This space is optimal for tree growth, as it allows enough space for each tree to spread out and capture adequate sunlight without being crowded by neighbors. The space between the plants within the rows depends on your primary purpose for wind protection. Hazel trees will tolerate spaces as tight as 3 feet between shrubs and will continue to yield good yields of nuts; a 3- to 4-foot space will provide very tight wind protection. However, they will hold up better with more space.
Our general recommendation is to space shrubs 5 feet apart.
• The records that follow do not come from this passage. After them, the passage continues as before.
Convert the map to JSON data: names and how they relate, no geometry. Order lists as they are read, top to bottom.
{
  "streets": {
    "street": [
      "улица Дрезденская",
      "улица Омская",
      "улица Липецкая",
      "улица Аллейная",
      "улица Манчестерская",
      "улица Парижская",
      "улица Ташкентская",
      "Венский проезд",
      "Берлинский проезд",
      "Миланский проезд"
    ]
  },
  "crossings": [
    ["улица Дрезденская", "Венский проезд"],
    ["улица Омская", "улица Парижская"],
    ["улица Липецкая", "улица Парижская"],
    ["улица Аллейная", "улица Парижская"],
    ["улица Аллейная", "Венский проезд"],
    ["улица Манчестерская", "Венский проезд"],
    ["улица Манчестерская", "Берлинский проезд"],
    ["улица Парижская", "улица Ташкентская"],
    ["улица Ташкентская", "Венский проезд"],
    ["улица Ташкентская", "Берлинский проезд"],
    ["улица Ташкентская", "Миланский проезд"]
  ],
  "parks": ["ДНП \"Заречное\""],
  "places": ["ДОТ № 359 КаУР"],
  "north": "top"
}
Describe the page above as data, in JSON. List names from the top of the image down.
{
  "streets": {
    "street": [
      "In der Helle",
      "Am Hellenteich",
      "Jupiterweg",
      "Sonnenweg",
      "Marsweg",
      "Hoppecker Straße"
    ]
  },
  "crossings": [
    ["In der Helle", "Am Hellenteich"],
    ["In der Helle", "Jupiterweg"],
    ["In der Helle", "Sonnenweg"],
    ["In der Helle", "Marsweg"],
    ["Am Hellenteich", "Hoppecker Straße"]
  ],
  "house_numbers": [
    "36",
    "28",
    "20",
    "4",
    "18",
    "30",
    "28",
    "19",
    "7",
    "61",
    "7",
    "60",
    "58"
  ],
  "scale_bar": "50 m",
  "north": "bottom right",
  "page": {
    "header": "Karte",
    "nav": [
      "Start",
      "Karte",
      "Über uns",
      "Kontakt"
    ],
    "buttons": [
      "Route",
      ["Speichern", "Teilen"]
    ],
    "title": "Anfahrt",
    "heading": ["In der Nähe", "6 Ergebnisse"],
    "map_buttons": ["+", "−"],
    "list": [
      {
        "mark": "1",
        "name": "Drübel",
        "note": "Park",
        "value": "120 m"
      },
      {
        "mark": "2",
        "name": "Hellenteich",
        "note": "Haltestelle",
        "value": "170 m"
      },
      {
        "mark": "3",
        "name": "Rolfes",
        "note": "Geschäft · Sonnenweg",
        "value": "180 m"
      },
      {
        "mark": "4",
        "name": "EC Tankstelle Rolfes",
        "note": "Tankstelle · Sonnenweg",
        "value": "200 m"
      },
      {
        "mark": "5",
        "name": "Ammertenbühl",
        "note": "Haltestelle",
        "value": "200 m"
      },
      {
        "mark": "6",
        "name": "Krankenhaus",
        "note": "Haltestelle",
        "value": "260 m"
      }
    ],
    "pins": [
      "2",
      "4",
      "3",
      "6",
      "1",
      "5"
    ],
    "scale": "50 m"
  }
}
Spaces larger than 6 feet may not be hermetically sealed, but they will produce good yields. Hazelnuts need 15 to 20 feet (4.5 to 6 m). They adapt to almost any soil as long as it's well-drained, but they work best in soil with plenty of organic matter.
If you have time, you can grow hazelnuts from seeds. Plant the walnuts in a 6-inch pot filled with potting soil or in the garden at least 15 feet apart. The seeds must be marked, which means using a lime and tracing a small “bar” on the outer layer of the seed. Although hazelnuts can withstand dry conditions, they work best if you water them regularly with at least 1 inch of water every 10 days.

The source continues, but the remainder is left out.